Wednesday, February 8, 2012

It's All About "Me," Yoga Is Seeing the Self


After the Super Bowl football match, a TV show aired called "The Voice" in which talented singers are sought to compete for judges who go on to create teams and eventually whittle them down to what they deem to be "the voice" deserving their promotion. Well, that's the gist of it anyway. It is wonderful to hear people singing. Yet I continue to be bothered by the idea that our culture emphasizes the individual to such a degree, pressuring each person into a life-long battle to create themselves in comparison with others, without ever learning the importance of looking into the strategies and techniques of that construction project. Many people feel isolated and under siege for a good part of their lives in this endless struggle, with a few finding a path to peaceful acceptance of their own structures, and an ease of being among others who differ in some ways and are similar in so many ways.

Yoga could be taken as being all about "me" but in the sense of developing a keen level of awareness in an individual to see their own construction and understand the ebb and flow of the reality show we continuously play for ourselves. Our projections in to the next moment, as well as our carefully designed memories and dreams, begin to train us to follow our thoughts like a dog chasing a car down the road. When we attempt to hold our mind to a single point without giving way to this impulse, we begin a new intimacy with the way our mind works, and glimpse beyond the stories to a supported, open ended sense of self. A yoga practice can take a person beyond that series of stories and reactions into a way of being that Buddhists might call "peaceful abiding." I might also call it equanimity, or freedom from the daily traps I set for myself.

There are moments when the great success is simply noticing that the mind is dragging me off someplace away from the moment I am actually living.
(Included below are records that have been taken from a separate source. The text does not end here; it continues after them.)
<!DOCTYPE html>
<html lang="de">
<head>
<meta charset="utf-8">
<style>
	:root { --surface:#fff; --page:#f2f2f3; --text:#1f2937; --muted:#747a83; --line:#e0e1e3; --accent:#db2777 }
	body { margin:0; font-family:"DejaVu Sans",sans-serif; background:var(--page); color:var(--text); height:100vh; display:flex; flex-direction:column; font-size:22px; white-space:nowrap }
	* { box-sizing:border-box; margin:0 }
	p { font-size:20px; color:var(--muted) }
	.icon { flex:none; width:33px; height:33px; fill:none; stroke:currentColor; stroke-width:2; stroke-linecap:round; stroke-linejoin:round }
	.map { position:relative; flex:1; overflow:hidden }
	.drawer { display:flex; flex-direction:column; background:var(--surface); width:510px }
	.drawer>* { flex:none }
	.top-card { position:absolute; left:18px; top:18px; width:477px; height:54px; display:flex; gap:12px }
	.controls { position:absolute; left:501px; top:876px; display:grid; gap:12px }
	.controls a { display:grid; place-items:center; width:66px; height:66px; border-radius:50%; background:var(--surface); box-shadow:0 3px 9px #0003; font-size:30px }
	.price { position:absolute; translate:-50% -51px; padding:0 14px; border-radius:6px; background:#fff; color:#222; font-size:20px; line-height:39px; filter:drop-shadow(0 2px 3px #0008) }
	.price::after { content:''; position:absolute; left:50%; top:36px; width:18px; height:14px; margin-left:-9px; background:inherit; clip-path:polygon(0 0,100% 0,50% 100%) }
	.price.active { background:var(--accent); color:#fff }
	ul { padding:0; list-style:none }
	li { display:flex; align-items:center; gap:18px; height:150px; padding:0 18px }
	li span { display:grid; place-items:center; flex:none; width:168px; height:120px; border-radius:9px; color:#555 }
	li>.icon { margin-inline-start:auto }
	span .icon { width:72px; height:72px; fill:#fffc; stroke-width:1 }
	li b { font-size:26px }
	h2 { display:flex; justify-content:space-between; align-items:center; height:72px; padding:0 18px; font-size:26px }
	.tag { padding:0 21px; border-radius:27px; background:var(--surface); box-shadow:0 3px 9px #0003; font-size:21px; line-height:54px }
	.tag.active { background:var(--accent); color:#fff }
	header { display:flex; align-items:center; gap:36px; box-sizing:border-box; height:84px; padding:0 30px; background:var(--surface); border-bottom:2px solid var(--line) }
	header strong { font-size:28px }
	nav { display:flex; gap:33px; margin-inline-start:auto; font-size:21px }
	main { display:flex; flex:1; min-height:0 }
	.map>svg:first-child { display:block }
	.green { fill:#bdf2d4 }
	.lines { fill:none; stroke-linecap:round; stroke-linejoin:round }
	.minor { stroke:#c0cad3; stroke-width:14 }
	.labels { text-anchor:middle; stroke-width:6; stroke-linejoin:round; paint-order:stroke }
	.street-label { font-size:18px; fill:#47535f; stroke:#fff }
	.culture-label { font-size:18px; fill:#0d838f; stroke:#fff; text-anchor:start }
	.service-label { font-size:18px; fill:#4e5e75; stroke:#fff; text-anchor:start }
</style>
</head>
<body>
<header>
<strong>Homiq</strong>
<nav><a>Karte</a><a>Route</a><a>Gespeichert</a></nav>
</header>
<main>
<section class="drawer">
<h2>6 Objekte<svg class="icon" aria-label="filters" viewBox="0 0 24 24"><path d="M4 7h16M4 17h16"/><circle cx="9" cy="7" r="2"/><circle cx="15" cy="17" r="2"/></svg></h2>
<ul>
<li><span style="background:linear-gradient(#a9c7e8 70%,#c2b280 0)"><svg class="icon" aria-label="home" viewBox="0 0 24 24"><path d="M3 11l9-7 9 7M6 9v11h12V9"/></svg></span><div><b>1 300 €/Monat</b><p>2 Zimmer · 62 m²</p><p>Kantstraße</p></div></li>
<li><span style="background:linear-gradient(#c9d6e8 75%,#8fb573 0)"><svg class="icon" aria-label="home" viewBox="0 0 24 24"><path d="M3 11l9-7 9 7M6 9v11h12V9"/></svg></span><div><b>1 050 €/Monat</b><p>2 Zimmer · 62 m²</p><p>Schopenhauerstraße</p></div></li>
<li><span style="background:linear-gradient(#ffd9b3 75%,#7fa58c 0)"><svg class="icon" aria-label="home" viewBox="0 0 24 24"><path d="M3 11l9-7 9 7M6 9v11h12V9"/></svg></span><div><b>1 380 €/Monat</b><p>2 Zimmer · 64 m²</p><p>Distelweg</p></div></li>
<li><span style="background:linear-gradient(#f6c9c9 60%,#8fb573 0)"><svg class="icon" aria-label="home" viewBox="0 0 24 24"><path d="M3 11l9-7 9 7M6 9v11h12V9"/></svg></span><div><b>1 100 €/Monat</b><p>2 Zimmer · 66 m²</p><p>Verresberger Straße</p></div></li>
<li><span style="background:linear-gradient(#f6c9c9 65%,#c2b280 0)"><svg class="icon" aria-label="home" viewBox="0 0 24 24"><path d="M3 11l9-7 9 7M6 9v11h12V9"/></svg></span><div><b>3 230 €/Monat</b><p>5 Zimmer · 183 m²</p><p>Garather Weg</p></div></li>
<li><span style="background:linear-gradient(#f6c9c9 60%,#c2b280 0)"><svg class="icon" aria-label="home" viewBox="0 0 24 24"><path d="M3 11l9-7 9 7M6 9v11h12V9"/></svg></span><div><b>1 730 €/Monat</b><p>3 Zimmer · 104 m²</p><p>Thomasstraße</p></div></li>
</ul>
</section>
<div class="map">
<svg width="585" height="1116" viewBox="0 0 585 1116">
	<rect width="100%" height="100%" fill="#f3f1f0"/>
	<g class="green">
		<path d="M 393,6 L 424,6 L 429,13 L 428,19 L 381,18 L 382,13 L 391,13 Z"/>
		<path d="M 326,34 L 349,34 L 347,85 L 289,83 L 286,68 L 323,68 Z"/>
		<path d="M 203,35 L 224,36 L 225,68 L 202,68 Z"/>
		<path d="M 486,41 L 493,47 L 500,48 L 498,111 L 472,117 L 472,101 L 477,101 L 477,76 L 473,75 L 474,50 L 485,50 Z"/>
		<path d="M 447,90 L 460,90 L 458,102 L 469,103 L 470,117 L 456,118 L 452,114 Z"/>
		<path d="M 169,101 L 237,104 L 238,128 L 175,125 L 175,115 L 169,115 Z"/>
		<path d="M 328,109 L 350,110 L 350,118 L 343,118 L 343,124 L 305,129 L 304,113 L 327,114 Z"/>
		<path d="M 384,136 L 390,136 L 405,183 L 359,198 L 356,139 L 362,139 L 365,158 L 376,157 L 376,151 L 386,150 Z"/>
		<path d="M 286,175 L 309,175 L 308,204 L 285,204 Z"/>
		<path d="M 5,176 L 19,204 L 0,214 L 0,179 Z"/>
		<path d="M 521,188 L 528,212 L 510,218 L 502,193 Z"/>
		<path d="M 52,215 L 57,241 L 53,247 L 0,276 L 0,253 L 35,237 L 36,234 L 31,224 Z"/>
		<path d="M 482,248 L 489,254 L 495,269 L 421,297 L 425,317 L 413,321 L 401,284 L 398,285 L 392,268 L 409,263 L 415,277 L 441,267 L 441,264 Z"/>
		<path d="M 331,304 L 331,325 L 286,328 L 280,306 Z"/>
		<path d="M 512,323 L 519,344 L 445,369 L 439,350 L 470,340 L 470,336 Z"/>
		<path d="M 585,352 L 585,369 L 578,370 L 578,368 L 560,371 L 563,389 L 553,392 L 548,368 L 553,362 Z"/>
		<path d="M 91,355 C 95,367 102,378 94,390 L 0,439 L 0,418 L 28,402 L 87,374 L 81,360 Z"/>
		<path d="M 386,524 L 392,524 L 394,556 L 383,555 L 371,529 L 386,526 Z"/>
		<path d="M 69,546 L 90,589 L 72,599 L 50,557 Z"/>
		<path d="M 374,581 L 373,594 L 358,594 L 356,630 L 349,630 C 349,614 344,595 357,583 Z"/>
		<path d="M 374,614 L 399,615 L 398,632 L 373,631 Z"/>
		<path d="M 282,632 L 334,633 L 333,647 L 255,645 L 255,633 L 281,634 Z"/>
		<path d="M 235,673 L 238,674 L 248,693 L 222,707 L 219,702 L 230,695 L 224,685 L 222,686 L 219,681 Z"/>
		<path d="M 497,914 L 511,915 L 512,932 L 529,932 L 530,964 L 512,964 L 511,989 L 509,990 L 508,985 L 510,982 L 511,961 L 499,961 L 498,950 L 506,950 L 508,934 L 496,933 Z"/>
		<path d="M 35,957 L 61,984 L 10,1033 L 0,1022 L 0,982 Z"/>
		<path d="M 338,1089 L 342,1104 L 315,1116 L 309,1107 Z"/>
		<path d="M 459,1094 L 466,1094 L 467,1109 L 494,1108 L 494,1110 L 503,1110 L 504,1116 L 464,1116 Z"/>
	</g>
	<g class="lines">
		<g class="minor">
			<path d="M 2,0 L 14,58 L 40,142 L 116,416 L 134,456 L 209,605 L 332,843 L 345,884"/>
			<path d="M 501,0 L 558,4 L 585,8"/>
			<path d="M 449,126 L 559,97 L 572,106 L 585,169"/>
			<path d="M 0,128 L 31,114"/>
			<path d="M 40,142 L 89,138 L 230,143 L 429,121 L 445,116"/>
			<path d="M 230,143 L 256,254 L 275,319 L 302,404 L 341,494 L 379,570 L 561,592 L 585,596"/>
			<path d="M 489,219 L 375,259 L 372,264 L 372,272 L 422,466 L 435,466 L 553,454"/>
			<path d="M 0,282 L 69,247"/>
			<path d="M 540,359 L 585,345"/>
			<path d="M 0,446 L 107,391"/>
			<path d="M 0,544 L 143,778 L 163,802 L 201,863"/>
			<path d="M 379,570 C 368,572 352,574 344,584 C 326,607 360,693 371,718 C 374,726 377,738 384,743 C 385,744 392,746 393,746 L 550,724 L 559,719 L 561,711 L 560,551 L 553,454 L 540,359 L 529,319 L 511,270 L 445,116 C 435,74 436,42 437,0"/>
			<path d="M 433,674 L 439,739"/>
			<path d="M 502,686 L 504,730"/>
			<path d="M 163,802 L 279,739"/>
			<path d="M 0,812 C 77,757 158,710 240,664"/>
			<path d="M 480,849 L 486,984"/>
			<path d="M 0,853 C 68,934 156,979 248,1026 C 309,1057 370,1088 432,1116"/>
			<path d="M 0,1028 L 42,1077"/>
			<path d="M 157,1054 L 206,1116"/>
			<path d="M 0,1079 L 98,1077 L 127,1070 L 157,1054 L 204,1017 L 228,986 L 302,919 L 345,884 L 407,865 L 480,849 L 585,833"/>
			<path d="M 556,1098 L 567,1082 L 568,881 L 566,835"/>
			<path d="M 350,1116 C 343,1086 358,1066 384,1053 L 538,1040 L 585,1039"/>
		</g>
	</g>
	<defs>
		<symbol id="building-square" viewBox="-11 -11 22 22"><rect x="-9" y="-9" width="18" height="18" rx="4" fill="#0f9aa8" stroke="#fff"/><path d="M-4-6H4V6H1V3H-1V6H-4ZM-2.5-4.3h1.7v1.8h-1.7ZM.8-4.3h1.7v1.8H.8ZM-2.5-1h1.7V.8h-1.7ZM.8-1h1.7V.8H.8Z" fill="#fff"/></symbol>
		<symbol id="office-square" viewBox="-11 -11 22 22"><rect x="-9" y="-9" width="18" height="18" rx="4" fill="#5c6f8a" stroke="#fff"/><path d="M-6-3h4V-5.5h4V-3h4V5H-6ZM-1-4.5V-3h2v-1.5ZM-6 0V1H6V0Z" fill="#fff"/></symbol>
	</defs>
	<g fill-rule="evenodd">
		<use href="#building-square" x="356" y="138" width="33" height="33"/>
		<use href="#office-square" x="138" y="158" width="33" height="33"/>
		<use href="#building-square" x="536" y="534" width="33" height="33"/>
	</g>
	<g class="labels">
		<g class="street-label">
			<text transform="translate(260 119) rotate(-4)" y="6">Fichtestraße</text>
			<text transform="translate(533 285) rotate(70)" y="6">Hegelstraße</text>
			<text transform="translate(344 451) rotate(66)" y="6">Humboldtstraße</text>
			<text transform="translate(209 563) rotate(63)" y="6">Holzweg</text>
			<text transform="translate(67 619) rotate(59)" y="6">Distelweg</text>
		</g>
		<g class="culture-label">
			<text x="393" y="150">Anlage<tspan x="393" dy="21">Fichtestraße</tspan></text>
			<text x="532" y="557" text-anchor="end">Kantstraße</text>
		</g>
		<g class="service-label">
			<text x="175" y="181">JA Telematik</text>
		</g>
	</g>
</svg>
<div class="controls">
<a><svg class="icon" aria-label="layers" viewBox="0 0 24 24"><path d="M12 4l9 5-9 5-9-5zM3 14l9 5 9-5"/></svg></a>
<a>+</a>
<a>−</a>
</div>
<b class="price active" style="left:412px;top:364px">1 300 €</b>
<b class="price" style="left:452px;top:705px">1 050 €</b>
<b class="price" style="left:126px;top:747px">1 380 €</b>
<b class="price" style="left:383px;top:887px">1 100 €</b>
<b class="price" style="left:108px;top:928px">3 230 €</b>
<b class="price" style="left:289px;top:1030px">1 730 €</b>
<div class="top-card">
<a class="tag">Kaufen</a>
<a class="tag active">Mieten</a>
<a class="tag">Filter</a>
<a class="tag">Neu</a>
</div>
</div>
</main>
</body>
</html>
This is the dawning of awareness! When that awareness can turn my attention back to this moment, this is mindfulness! It would be an understatement to acknowledge that I spend a good bit of time on the seesaw between awareness and what I could call mind-chasing, yet even a few moments when awareness enables me to be fully engaged, mindfully aware, have changed the way I operate in the world, and respond to the circumstances and events around me.

The practice of yoga includes the asana, those physical forms that awaken the body and are so helpful in leading the mind to awaken. Asana practice is one of the "eight limbs" of yoga, the others include practices of restraints and observances that help guide our relationship to our self and to others (representing 2 of the 8 limbs), a similar practice related to cultivating awareness of the breath and its properties (one of the 8), the cultivating of awareness through mindfulness and the practices of withdrawing from the reactivity of the sensory perceptions (2 more), studying the mind through meditation (another 1), and finding just that equanimity and freedom in the process (the bliss of the 8th limb).